For consumer borrowers in Pennsylvania, a calculation called the debt-to-income ratio is sometimes helpful in determining whether the consumer can pull out of the debt situation without filing bankruptcy. A debt-to-income ratio of 20 percent is considered low by the government and, as such, would be ideal for government lending. Any percentage over 40 percent is considered financially stressful and could lead to a recommendation of filing bankruptcy.
The calculation is also used by private lenders when deciding whether to grant a loan. It simply makes common sense that the more debt that a person has in comparison to his or her income, the more of a struggle the person will have in paying the debt. In addition, credit reporting agencies are likely to downgrade the credit score of one who has a high debt-to-income ratio. Personal loan companies are called upon to issue loans for consolidation and payment of credit card debt.
In that capacity, they may issue loans to those who have over 50 percent debt-to-income ratios. However, it’s a risky loan and may lead eventually to an overload that demands a bankruptcy filing. A credit utilization ratio is another calculation that examines whether the consumer is having financial stress. It provides the amount of credit available as compared to one’s credit limit. It is a vital formula in determining credit scores in Pennsylvania and nationwide.
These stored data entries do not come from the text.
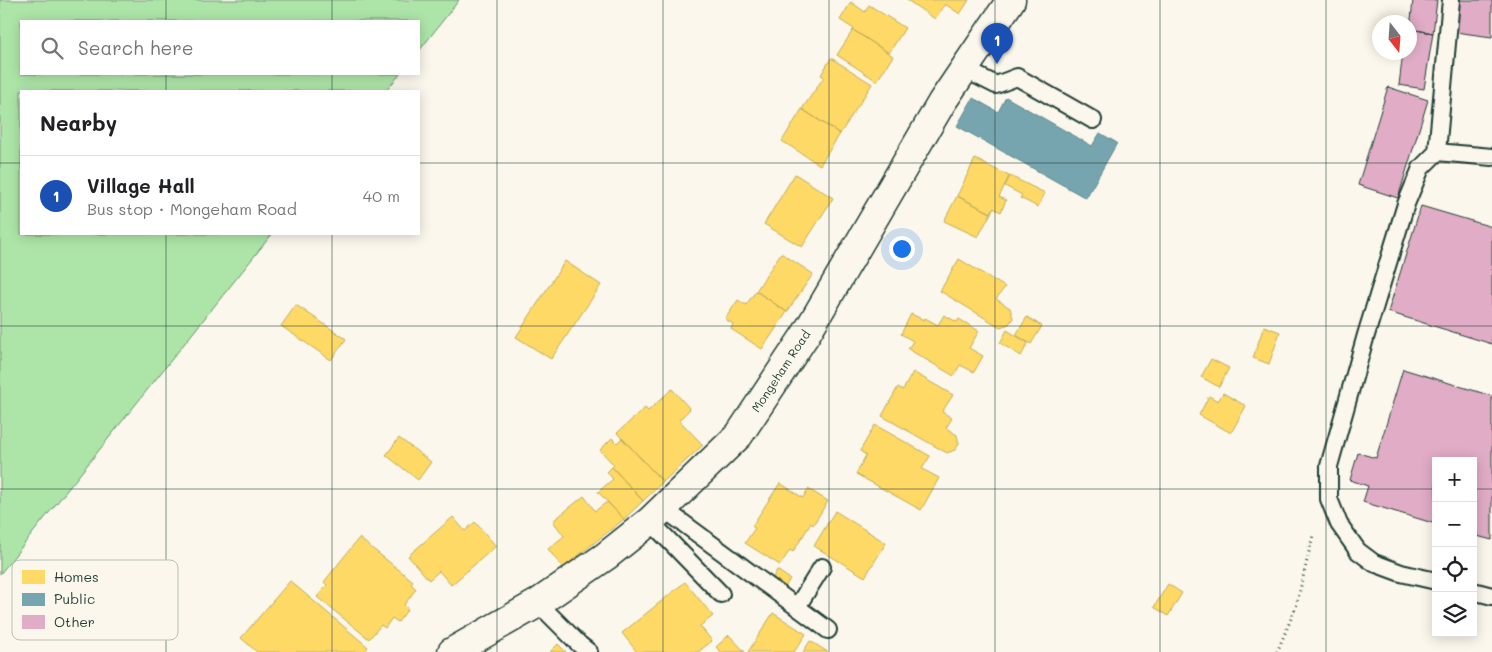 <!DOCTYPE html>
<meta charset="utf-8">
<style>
:root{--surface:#fff;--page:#f2f2f2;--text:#202124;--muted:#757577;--line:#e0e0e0;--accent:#b45309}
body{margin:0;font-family:Mali,sans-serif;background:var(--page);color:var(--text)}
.controls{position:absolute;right:15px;bottom:15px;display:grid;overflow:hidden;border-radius:0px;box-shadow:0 2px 12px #0003}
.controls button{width:45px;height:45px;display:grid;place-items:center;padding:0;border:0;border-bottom:1px solid var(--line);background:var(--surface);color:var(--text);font:25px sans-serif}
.compass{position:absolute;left:1372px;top:15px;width:45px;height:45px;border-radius:50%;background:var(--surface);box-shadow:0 2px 12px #0003;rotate:163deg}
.you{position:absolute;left:901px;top:248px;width:18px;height:18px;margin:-12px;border:4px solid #fff;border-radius:50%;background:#1a73e8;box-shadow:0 0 0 8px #1a73e833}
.badge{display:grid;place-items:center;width:32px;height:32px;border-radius:50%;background:var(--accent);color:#fff;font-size:16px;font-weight:700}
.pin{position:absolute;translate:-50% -41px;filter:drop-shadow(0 1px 2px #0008)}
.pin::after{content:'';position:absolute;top:26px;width:18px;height:15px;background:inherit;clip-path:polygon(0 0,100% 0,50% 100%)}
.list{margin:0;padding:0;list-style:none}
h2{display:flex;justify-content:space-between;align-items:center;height:65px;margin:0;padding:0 20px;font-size:21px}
h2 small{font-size:16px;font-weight:400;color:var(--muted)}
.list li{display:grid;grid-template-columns:32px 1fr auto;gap:15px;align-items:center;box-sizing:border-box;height:80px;padding:0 20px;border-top:1px solid var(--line)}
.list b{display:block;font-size:19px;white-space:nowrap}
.list p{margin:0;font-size:16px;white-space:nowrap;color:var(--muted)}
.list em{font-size:16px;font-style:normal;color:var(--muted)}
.icon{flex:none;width:28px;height:28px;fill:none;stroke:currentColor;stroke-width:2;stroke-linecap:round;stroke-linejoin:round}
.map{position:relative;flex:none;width:1492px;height:652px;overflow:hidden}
.search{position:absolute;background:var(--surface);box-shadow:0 2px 12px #0003;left:20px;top:20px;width:400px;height:55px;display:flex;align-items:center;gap:12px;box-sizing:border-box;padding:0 18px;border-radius:0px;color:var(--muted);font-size:19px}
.panel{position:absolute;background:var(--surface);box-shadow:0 2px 12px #0003;left:20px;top:90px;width:400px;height:145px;border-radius:0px}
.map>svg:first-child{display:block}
.green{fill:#ade5a8;stroke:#66916e}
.homes{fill:#ffd966;stroke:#bcaa57}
.public{fill:#76a5af;stroke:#5c868a}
.building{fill:#e1acc6;stroke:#1f3d34}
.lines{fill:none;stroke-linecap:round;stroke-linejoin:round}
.lane-casing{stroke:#1f3d34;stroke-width:20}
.secondary-casing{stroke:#1f3d34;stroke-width:31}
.path{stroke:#1f3d34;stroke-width:3;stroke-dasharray:1 4;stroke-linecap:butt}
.lane{stroke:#fbf7ec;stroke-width:16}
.secondary{stroke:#fbf7ec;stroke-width:28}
.grid{fill:none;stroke:#1f3d34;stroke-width:1;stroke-opacity:0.55}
.labels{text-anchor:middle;stroke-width:5;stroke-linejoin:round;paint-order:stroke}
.street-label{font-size:12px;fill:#1f3d34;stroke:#fbf7ec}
.key{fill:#fbf7ec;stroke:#b9bfb5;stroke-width:1}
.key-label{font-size:14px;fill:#1f3d34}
</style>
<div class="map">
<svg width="1492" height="652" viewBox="0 0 1492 652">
<rect width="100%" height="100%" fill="#fbf7ec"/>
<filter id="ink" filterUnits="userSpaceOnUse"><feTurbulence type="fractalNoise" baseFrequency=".02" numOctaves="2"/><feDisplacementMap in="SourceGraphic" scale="10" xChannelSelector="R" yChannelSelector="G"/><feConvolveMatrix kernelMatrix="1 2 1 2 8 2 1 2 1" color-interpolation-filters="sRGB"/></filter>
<g filter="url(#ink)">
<path class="green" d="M0,0H459L419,51V21H21V74H400L386,91H21V234H272L0,574Z"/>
<path class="homes" d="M907,0H969L960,14L945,4L935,19Z
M851,2L865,12L869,5L905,28L889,53L853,30L854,29L840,20Z
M853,30L893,56L877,81L837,55Z
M831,58L872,84L840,134L802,109L824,77L821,75Z
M802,109L840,134L820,165L782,141Z
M975,159L1009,176L999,197L1006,200L1001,212L993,208L991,213L957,196Z
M795,174L833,198L802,247L764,224Z
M1010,176L1045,193L1038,207L1020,198L1022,195L1005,186Z
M957,196L991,213L978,237L944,221Z
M781,253L813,274L787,312L756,291Z
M959,259L1005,287L996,299L1010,308L1013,318L1009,324L1000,327L940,291Z
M565,261L601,285L551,359L516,337Z
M756,291L787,312L762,349L731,329L733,324L725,319L738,300L746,305Z
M296,305L346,339L331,360L281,326Z
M911,314L924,320L925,318L938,325L944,315L957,322L959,319L979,331L969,348L983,356L974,372L960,365L954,376L908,349L913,341L901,334Z
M1027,317L1042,326L1031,344L1016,335Z
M1264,326L1280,332L1269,364L1253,358Z
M1007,330L1028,343L1021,356L1000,343Z
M1211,359L1229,368L1219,387L1201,377Z
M913,372L953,395L942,412L952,418L946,428L957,435L959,444L955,450L947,453L882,416L898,387L903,390Z
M672,389L690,409L679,420L703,445L663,482L617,433L645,408L648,411Z
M1223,393L1246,406L1231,433L1199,415L1209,396L1218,401Z
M875,425L930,456L922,469L939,478L921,510L856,474L866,455L860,451Z
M399,438L431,462L418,480L386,455Z
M612,438L617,443L622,438L663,482L643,501L612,467L614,465L600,450Z
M612,467L643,501L624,519L598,492L613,479L607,472Z
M780,483L803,498L808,489L828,501L813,525L811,523L793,552L790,550L780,565L745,543L755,528L752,526Z
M584,496L595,511L607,502L624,519L563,568L548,549L564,536L553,521Z
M835,511L886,543L865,577L814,546Z
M453,517L465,531L475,522L496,546L451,585L439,571L429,580L408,556Z
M359,538L413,581L411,584L416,589L404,605L408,609L398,622L392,618L385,628L381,625L369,639L317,597L327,585L324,582Z
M777,570L790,579L784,589L771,581Z
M290,581L368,647L364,652H257L241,638Z
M685,582L713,616L700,626L712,641L698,652H637L622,633Z
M1168,584L1182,593L1168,616L1154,607Z
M773,613L806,634L794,652H748Z
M729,635L745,652H721L716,647Z
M810,641L828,652H803Z
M558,644L566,652H550Z"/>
<path class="public" d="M1006,97L1092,146L1100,133L1117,143L1086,198L957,126L973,98L998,112Z"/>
<path class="building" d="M1413,0H1437L1433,33L1410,29Z
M1460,0H1492V37L1455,32Z
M1410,29L1433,33L1424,89L1399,85L1403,52H1410Z
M1388,87L1428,100L1398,198L1358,185Z
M1421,206L1492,227V344L1388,312Z
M1403,369L1492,396V540L1473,535V461H1436V524L1363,502L1368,486L1350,480L1358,453L1376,458Z"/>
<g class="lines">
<g class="lane-casing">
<path id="lane" d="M1451,0L1437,152L1492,157
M964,69L996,85L1017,77L1093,120
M664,509L828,630
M650,521L721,594
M1436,581L1401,573L1374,563L1358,551L1339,524L1329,499V466L1366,335L1406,204L1421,168L1437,152
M1473,591L1492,596
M538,603L580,645L589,652
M797,607L822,567"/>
</g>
<g class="secondary-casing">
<g id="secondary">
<path id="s1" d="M452,652L538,603L606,556L650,521L739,435L806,334L942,102L1011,0"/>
</g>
</g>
<path class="path" d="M1277,652L1296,607L1313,535"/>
<use href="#lane" class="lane"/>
<use href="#secondary" class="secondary"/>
</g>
</g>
<path class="grid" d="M166,0V21M332,0V21M497,0V652M663,0V652M829,0V652M995,0V652M1160,0V652M1326,0V652M166,74V91M332,74V91M0,163H21M419,163H1492M166,234V652M332,234V652M0,326H1492M0,489H1436M1473,489H1492"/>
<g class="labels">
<g class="street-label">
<text dy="4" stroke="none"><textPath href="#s1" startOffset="438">Mongeham Road</textPath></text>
</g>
</g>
<rect x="12" y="560" width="166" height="80" rx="8" class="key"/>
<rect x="22" y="570" width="23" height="14" fill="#ffd966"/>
<rect x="22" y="593" width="23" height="13" fill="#76a5af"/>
<rect x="22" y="615" width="23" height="14" fill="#e1acc6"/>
<g class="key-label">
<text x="54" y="582">Homes</text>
<text x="54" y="604">Public</text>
<text x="54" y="627">Other</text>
</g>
</svg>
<div class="controls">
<button>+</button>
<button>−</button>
<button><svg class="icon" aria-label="locate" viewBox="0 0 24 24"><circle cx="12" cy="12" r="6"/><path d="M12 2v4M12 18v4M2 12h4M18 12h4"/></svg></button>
<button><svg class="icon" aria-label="layers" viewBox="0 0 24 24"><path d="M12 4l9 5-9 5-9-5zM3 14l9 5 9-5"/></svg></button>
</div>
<svg class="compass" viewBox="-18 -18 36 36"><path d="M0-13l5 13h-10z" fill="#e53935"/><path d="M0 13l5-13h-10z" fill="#757577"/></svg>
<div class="you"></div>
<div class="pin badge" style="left:997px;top:64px;background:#1a4fb4">1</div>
<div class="search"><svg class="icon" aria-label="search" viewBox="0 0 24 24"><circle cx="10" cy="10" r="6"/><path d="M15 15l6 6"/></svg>Search here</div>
<section class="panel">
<h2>Nearby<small></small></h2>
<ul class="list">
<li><span class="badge" style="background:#1a4fb4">1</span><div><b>Village Hall</b><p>Bus stop · Mongeham Road</p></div><em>40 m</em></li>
</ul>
</section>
</div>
It is far better to owe a small percentage of one’s credit limit than to be already extended up to the ceiling. Obviously, a lender is going to see potential payment stresses when one already is hitting the limit with other accounts. One should not exceed 30 percent of the credit limit. In conclusion, when a Pennsylvania consumer borrower has a debt-to-income ratio that is over 50 percent, filing a bankruptcy will usually be the most reasonable alternative under the circumstances.